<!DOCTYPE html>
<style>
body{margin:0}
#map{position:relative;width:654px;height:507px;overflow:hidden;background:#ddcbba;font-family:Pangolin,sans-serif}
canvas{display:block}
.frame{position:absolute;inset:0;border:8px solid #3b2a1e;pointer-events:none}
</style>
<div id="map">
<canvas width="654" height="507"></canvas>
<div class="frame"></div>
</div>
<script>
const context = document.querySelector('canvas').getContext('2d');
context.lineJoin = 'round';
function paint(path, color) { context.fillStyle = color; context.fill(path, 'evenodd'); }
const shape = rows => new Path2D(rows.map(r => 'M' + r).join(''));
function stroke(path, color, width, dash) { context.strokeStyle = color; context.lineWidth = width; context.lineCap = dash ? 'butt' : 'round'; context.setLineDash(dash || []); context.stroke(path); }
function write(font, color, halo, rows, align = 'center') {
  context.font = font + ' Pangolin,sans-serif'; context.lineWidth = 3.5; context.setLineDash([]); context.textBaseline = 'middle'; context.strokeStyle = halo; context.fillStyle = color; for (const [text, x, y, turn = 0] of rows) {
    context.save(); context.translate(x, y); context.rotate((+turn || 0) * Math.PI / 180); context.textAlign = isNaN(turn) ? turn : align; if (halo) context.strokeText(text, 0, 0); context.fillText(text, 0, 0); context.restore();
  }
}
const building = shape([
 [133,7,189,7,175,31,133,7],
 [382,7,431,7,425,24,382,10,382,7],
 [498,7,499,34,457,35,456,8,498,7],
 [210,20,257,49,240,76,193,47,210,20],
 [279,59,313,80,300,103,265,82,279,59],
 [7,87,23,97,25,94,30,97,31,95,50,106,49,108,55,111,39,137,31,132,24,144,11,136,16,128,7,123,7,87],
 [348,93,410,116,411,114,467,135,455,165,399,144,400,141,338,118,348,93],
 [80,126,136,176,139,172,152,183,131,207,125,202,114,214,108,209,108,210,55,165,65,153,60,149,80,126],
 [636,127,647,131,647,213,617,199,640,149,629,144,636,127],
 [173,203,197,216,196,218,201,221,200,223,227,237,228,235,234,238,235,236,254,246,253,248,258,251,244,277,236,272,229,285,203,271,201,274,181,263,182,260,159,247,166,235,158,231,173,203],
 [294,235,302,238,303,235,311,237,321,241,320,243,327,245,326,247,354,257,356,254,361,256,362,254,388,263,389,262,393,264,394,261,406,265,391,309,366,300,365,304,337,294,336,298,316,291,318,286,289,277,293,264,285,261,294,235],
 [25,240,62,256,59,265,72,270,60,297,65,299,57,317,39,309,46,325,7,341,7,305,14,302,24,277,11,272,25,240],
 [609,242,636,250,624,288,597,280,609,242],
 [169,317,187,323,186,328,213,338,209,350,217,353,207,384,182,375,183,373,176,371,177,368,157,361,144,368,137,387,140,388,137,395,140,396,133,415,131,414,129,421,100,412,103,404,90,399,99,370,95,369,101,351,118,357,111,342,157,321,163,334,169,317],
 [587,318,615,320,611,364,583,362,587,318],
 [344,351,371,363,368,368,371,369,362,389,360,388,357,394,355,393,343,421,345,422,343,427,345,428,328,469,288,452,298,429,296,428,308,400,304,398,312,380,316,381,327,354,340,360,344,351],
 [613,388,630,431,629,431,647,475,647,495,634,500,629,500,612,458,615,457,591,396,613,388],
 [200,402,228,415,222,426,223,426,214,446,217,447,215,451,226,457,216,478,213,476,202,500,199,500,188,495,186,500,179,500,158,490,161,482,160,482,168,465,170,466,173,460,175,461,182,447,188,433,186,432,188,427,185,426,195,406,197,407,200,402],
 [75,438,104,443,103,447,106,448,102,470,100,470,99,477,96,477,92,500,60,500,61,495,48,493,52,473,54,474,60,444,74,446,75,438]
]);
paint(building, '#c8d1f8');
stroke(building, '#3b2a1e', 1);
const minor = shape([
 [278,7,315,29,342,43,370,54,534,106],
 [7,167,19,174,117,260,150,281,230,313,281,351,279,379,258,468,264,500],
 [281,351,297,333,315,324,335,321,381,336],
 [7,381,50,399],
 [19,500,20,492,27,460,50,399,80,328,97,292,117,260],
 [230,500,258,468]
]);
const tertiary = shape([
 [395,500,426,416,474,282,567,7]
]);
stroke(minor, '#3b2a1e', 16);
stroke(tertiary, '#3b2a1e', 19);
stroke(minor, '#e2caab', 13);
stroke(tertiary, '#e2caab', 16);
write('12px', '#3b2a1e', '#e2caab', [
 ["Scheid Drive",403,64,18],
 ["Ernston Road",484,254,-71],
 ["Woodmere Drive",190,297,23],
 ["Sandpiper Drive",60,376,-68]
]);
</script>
---+---
* Required work:
Each line in the listing above from the one containing "function paint(path, color)" through the one containing "const shape = rows" should be repeated exactly, and no other line.

* Exercise answer:
function paint(path, color) { context.fillStyle = color; context.fill(path, 'evenodd'); }
const shape = rows => new Path2D(rows.map(r => 'M' + r).join(''));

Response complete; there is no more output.